4 writerly rules for managing the ebb and flow of life

Bismillah ir Rahman ir Raheem

Assalam alaikum wa rahmatullahi wabarakatahu. God’s blessings, peace and mercy be on you, fellow traveler.

So I’ve been trying to practice Scott Myer’s mantra for two weeks now: 1, 2, 7, 14.

Read one screenplay a week.

Watch 2 movies a week.

Write 7 pages i.e. a page a day.

Do 14 hours of prep i.e. 2 hours of prep a day.

It’s been a challenge. But it’s been rewarding. I’ve invested more in my screenwriting ambitions in the last 2 weeks than I have in my entire life. That kind of rigor has forced me to think about what I am willing to give up and where I’m willing to go. I don’t just mean sleep and free time. I mean heart-ache, anxiety, despair, depression or my personal favorite, failure.

My husband would say I’m being too dramatic. Let’s just say I’ve decided I’ll brave the Uncertainty and the lack of Certainty that comes with filmmaking and screenwriting.

But I have failed a fair amount. I’ve missed pages, prepped reduced hours, been utterly paralysed by the blank page.

In the process, I’ve discovered that the probability of success is linked to my energy. My creative energy cycles with my body.

It is foolish to push your body to achieve more and more and more when we are designed to need replenishment.
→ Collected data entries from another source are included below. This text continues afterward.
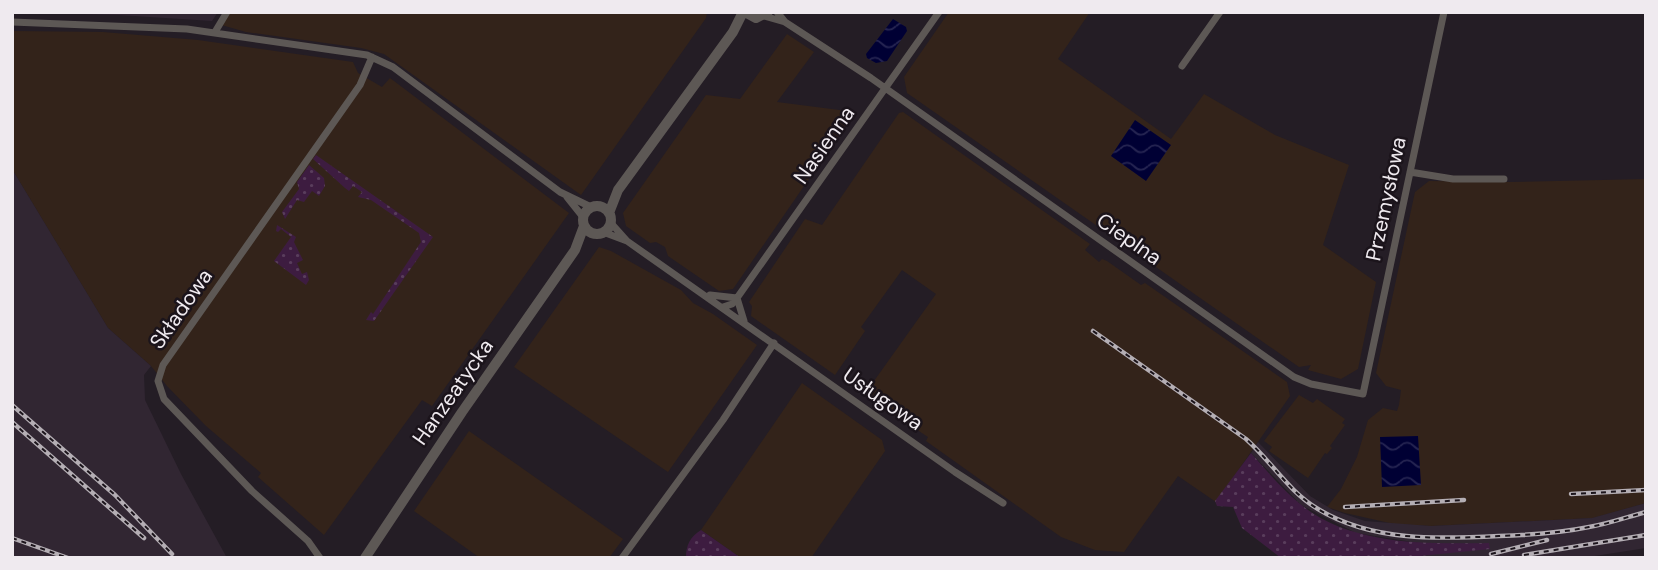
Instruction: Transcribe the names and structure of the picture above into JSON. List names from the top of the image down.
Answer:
{
  "streets": {
    "street": [
      "Nasienna",
      "Przemysłowa",
      "Cieplna",
      "Składowa",
      "Hanzeatycka",
      "Usługowa"
    ]
  },
  "crossings": [
    ["Nasienna", "Cieplna"],
    ["Nasienna", "Usługowa"],
    ["Przemysłowa", "Cieplna"],
    ["Hanzeatycka", "Usługowa"]
  ]
}
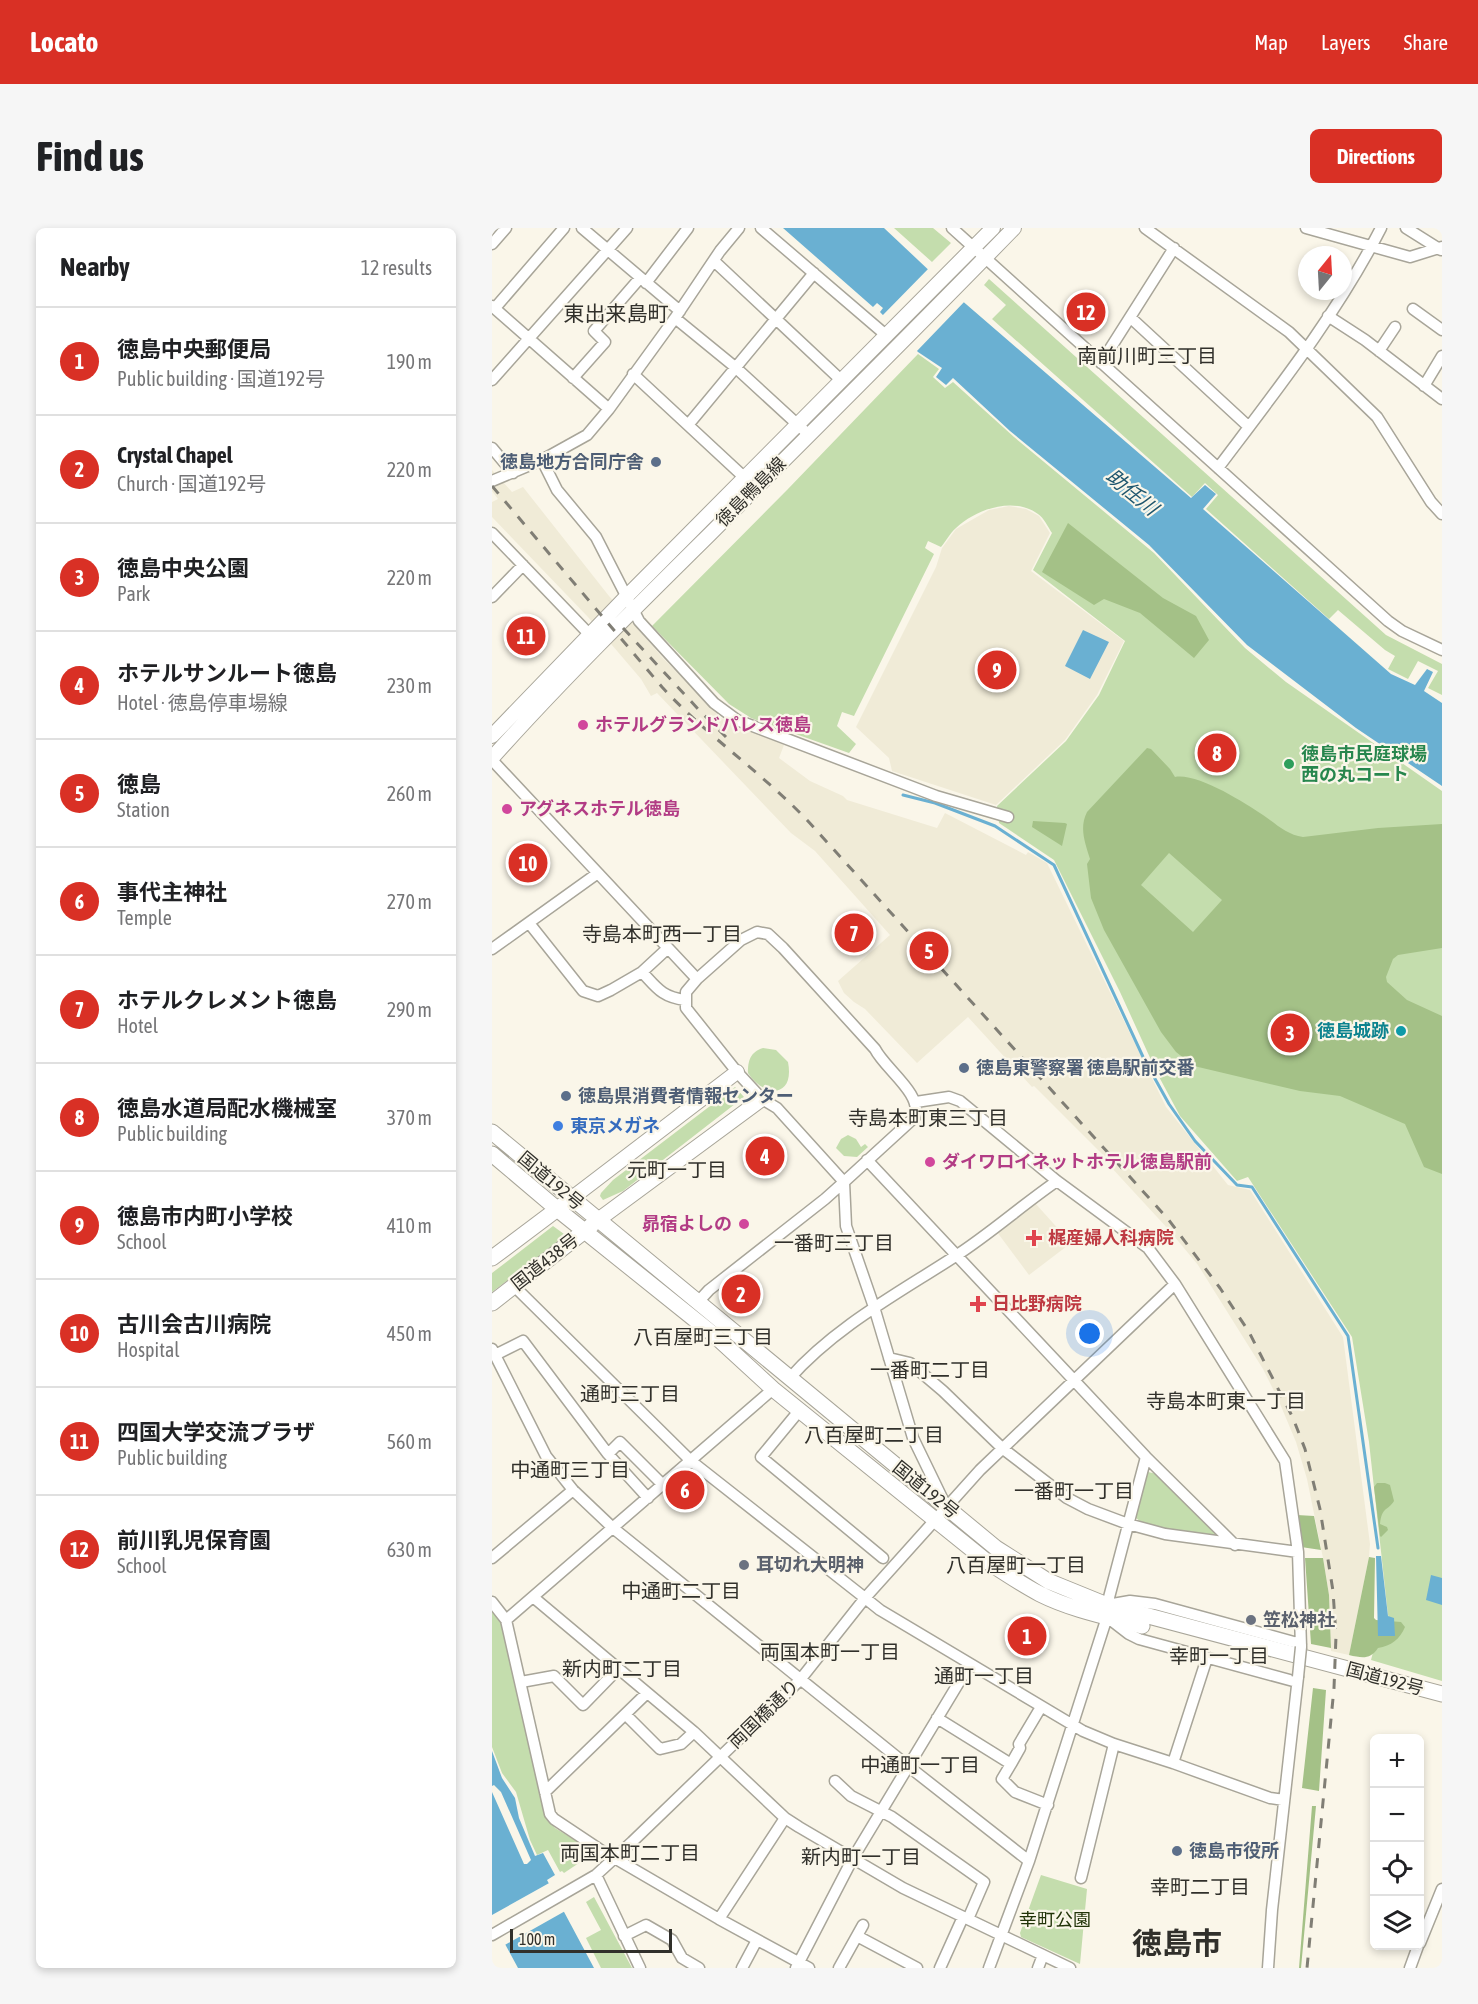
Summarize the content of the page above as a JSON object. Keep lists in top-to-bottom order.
{
  "streets": {
    "highway": ["国道192号", "国道438号"],
    "main road": ["徳島鴨島線"],
    "street": ["両国橋通り"]
  },
  "crossings": [
    ["国道192号", "国道438号"],
    ["国道192号", "両国橋通り"]
  ],
  "districts": [
    "東出来島町",
    "南前川町三丁目",
    "寺島本町西一丁目",
    "寺島本町東三丁目",
    "元町一丁目",
    "一番町三丁目",
    "八百屋町三丁目",
    "一番町二丁目",
    "通町三丁目",
    "寺島本町東一丁目",
    "八百屋町二丁目",
    "中通町三丁目",
    "一番町一丁目",
    "八百屋町一丁目",
    "中通町二丁目",
    "両国本町一丁目",
    "幸町一丁目",
    "新内町二丁目",
    "通町一丁目",
    "中通町一丁目",
    "両国本町二丁目",
    "新内町一丁目",
    "幸町二丁目",
    "徳島市"
  ],
  "water": ["助任川"],
  "parks": ["幸町公園"],
  "places": {
    "other": [
      "徳島地方合同庁舎",
      "ホテルグランドパレス徳島",
      "徳島市民庭球場 西の丸コート",
      "アグネスホテル徳島",
      "徳島城跡",
      "徳島東警察署 徳島駅前交番",
      "徳島県消費者情報センター",
      "東京メガネ",
      "ダイワロイネットホテル徳島駅前",
      "昴宿よしの",
      "耳切れ大明神",
      "笠松神社",
      "徳島市役所"
    ],
    "health": ["梶産婦人科病院", "日比野病院"]
  },
  "scale_bar": "100 m",
  "north": "top",
  "page": {
    "header": "Locato",
    "nav": ["Map", "Layers", "Share"],
    "buttons": "Directions",
    "title": "Find us",
    "heading": ["Nearby", "12 results"],
    "pins": [
      "12",
      "11",
      "9",
      "8",
      "10",
      "7",
      "5",
      "3",
      "4",
      "2",
      "6",
      "1"
    ],
    "list": [
      {
        "mark": "1",
        "name": "徳島中央郵便局",
        "note": "Public building · 国道192号",
        "value": "190 m"
      },
      {
        "mark": "2",
        "name": "Crystal Chapel",
        "note": "Church · 国道192号",
        "value": "220 m"
      },
      {
        "mark": "3",
        "name": "徳島中央公園",
        "note": "Park",
        "value": "220 m"
      },
      {
        "mark": "4",
        "name": "ホテルサンルート徳島",
        "note": "Hotel · 徳島停車場線",
        "value": "230 m"
      },
      {
        "mark": "5",
        "name": "徳島",
        "note": "Station",
        "value": "260 m"
      },
      {
        "mark": "6",
        "name": "事代主神社",
        "note": "Temple",
        "value": "270 m"
      },
      {
        "mark": "7",
        "name": "ホテルクレメント徳島",
        "note": "Hotel",
        "value": "290 m"
      },
      {
        "mark": "8",
        "name": "徳島水道局配水機械室",
        "note": "Public building",
        "value": "370 m"
      },
      {
        "mark": "9",
        "name": "徳島市内町小学校",
        "note": "School",
        "value": "410 m"
      },
      {
        "mark": "10",
        "name": "古川会古川病院",
        "note": "Hospital",
        "value": "450 m"
      },
      {
        "mark": "11",
        "name": "四国大学交流プラザ",
        "note": "Public building",
        "value": "560 m"
      },
      {
        "mark": "12",
        "name": "前川乳児保育園",
        "note": "School",
        "value": "630 m"
      }
    ],
    "map_buttons": ["+", "−"],
    "scale": "100 m"
  }
}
This is where the animal kingdom has the jump on us humans. Lions rest an entire day after a hunt. Bears take the whole winter off.

But we work day and night, ignoring God’s blessing of the night-time and rest.

He splits the sky at dawn, and appoints the night as a time of stillness and the Sun and Moon as a means of reckoning. (Qur’an, 6:96)

(Go here for a brief explanation of the above verse)

While society favors the Type-A “harder, faster, stronger” personality, something tells me that I’m made of cream cheese and I can only manage that for a little while before I have a meltdown.

I’ve discovered a few basic ground rules so I can work with my energy cycles rather than against them.

1. Work as early as possible

I’ve blocked out times that my family is least likely to interrupt me – between 10 – 12:30 in the morning. Or between 2:30 and 6:30 in the evening. Sigh. An embarrassment of riches.

But still things come up. Family calls from overseas. Errands need to be run. Life does not respect my ambitions.

I haven’t managed to wake up uber-early and do my prep. Yet. But I’m aspiring to it.

I am far more likely to be tired in the evening and so writing or prepping closer to night-time should be avoided if it can be helped. Hubby comes home too and spending 2 hours staring at a laptop while he’s around is hardly likely to work wonders for our relationship. Though being the sweetheart that he is, he totally understands. But he deserves better than that. And so do I

2. Schedule the hard stuff for earlier in the week

Earlier in the week, when I’m primed and ready to go, I get a whole lot more done a lot more efficiently in prep time. And the pages just zip out.

Later in the week, I get a little exhausted. Come Friday, I just feel like playing which is a great time for an ‘artist date’. Though I’ve not really been too successful at having one of those yet.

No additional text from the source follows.